- Task requirements: Could you filter the listing for lines with the word "from" and return them?

- Available data:

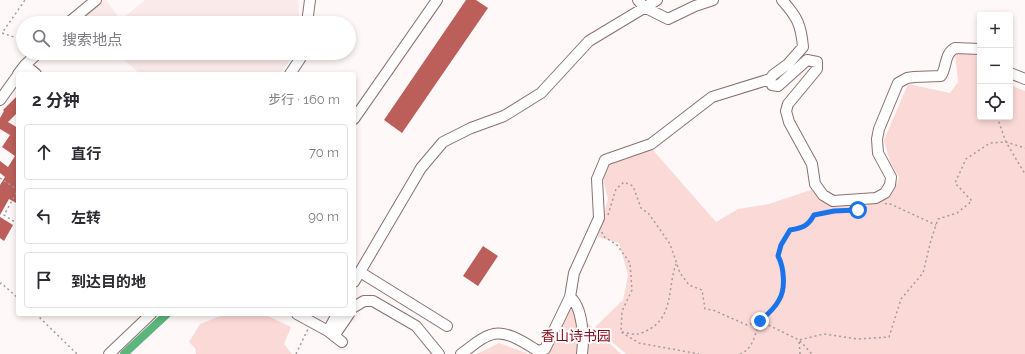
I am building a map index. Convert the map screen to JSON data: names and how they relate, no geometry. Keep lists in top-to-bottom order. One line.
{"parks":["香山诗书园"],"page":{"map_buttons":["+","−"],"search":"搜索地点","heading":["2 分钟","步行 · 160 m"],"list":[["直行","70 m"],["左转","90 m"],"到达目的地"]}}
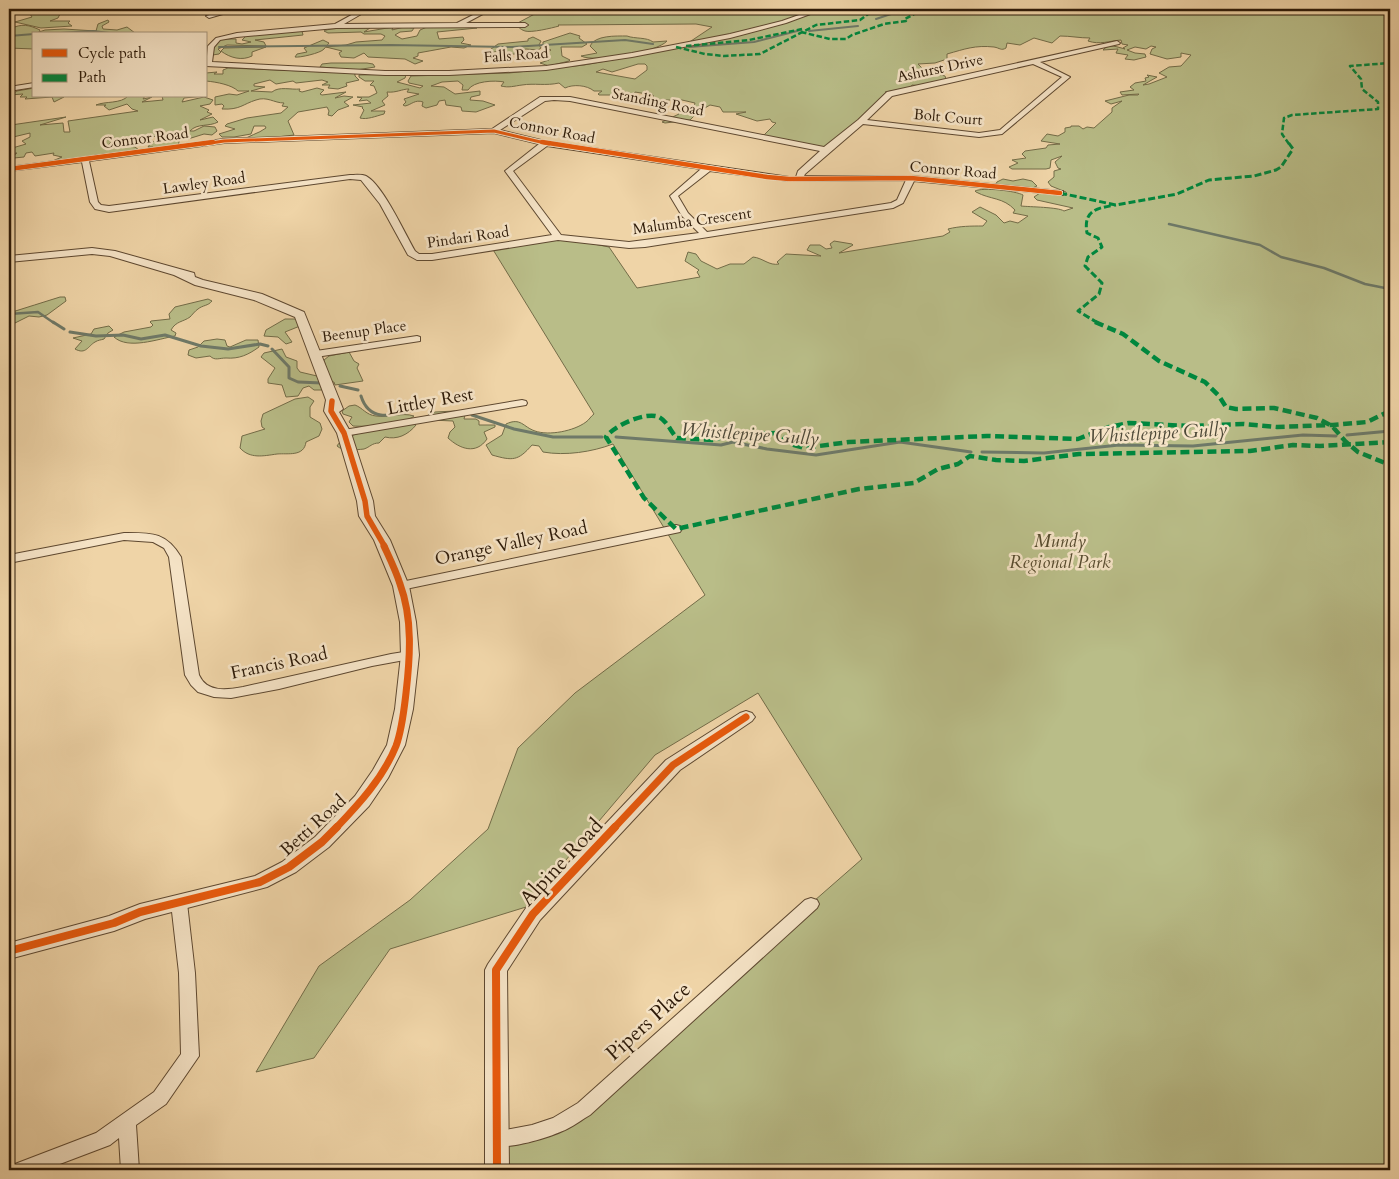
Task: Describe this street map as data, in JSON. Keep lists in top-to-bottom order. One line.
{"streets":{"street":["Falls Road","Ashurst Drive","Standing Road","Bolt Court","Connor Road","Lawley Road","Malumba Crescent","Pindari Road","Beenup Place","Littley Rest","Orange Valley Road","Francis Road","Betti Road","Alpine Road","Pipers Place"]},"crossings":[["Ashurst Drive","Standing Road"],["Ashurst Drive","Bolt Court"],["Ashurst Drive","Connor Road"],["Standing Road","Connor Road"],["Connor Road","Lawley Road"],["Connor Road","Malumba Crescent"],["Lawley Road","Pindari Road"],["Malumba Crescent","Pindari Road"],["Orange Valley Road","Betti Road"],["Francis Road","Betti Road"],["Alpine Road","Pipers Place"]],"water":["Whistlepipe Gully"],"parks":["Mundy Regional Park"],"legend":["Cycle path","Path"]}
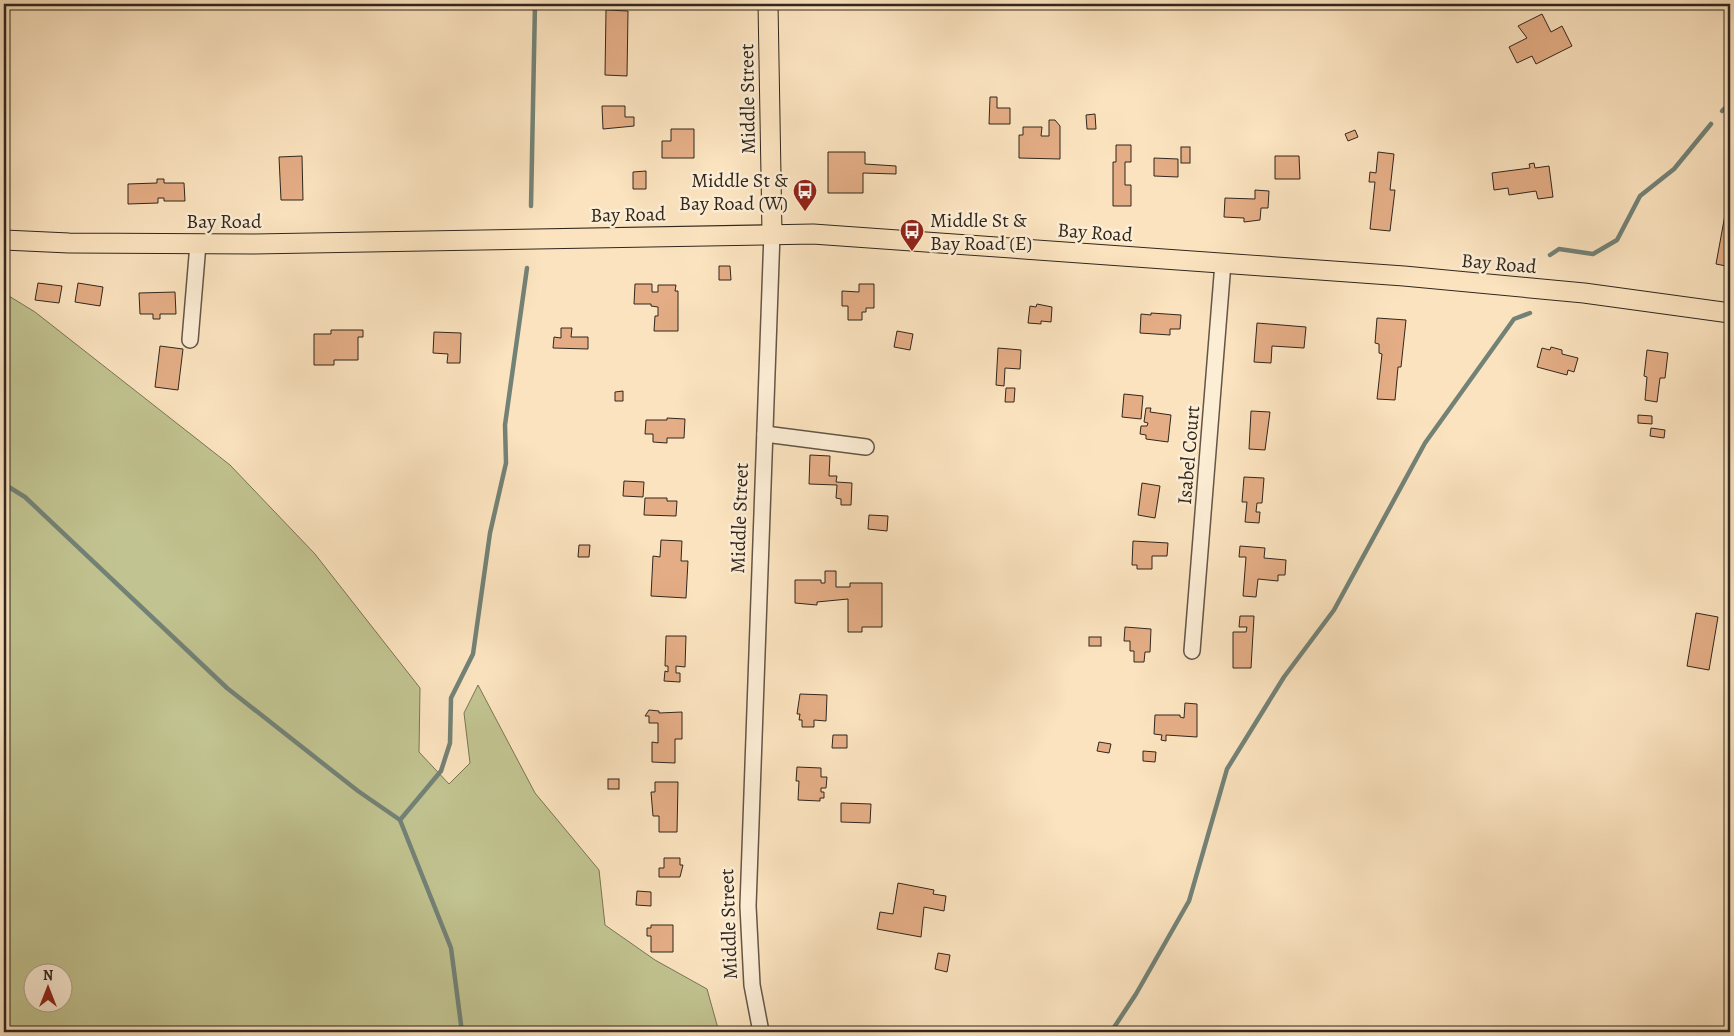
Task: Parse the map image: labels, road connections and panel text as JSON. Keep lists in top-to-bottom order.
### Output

--

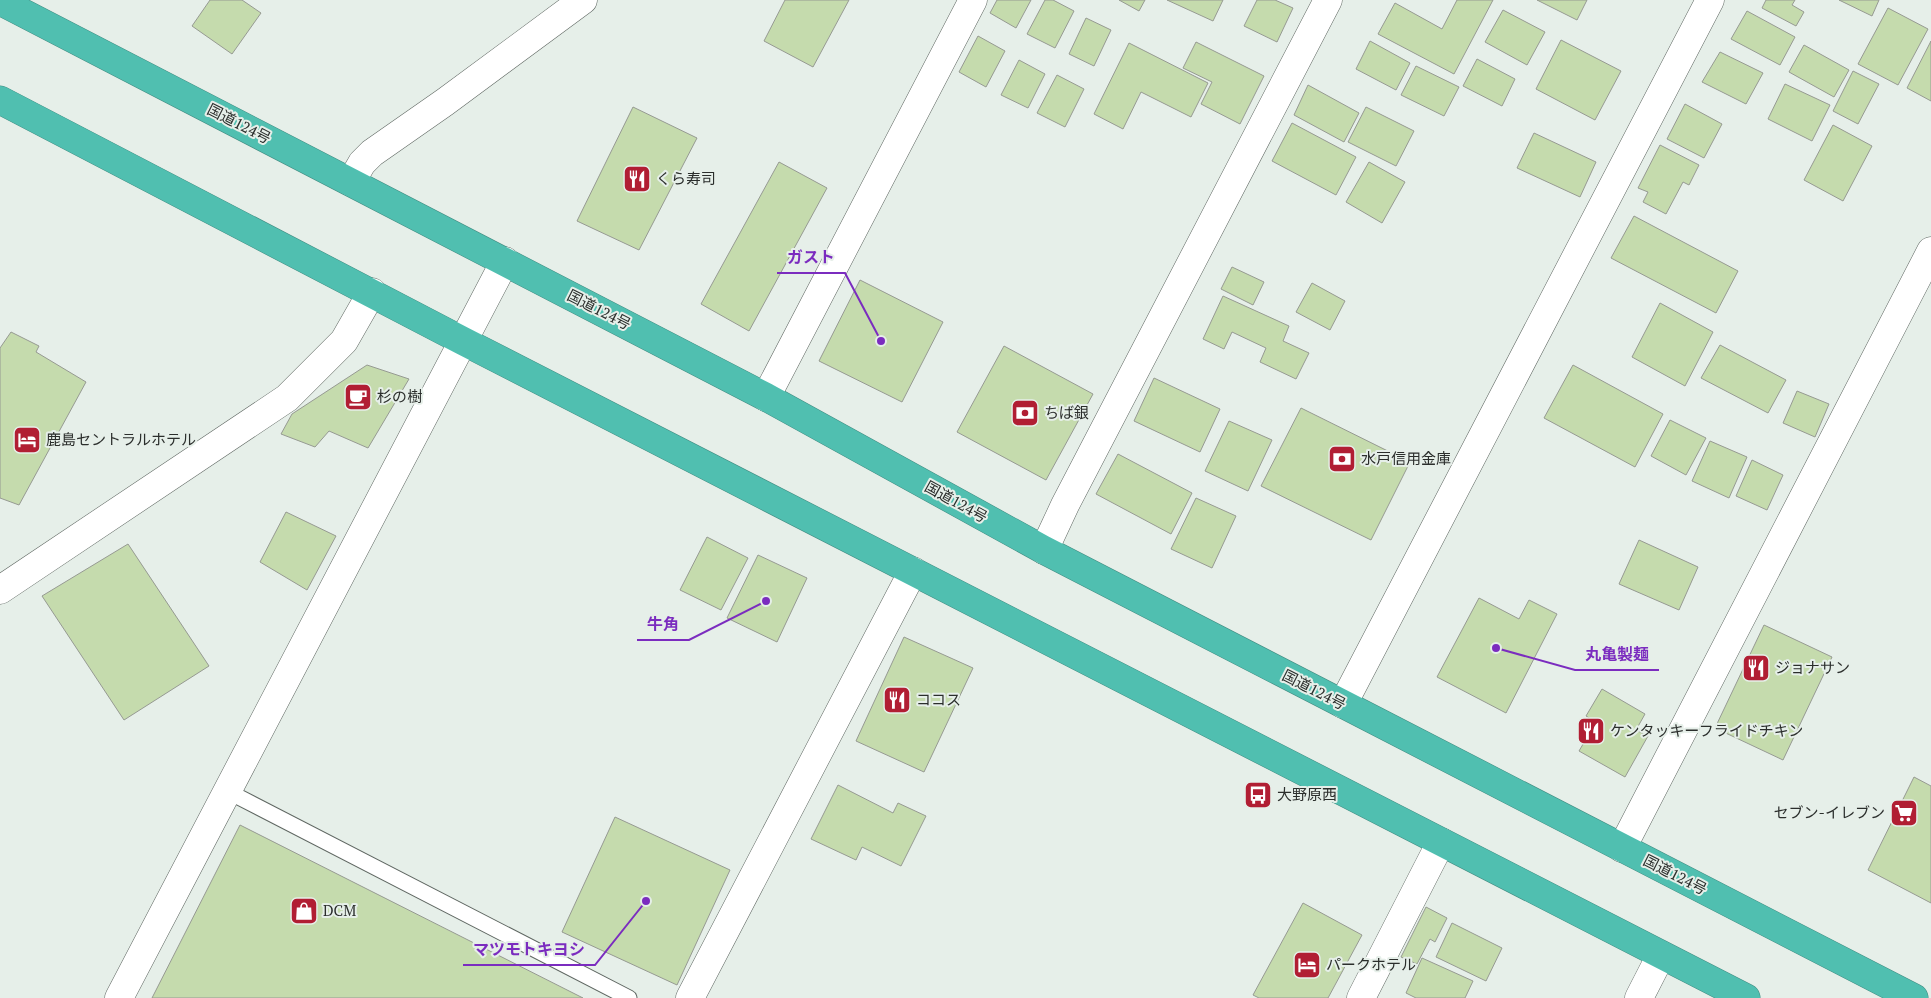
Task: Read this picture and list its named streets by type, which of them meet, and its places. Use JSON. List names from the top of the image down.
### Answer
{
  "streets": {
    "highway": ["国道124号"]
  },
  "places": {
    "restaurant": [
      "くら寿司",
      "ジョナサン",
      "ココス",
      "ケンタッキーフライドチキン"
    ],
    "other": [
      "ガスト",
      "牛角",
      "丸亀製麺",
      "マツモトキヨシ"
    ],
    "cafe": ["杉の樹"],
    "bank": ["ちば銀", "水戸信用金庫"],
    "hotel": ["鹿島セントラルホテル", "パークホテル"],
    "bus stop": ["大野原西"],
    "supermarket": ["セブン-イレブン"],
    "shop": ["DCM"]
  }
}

...

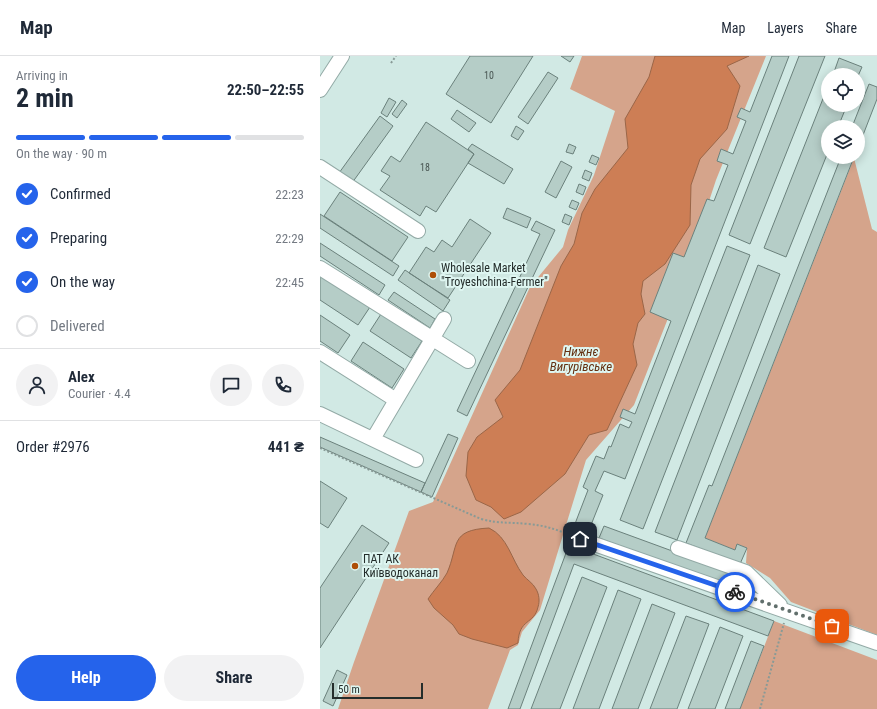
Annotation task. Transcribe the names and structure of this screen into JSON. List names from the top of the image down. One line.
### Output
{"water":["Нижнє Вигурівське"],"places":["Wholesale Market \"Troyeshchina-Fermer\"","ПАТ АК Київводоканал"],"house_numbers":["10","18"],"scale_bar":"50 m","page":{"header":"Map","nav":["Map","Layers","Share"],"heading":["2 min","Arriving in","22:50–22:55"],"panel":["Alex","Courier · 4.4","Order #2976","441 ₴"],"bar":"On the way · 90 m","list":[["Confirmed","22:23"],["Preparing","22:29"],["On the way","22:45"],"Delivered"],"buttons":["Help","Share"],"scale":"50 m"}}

- Response area:
Task: Read this picture and list its named streets by type, which of them meet, and its places. Use JSON. List names from the top of the image down.
Annotation task. Transcribe the names and structure of this screen into JSON. List names from the top of the image down. One line.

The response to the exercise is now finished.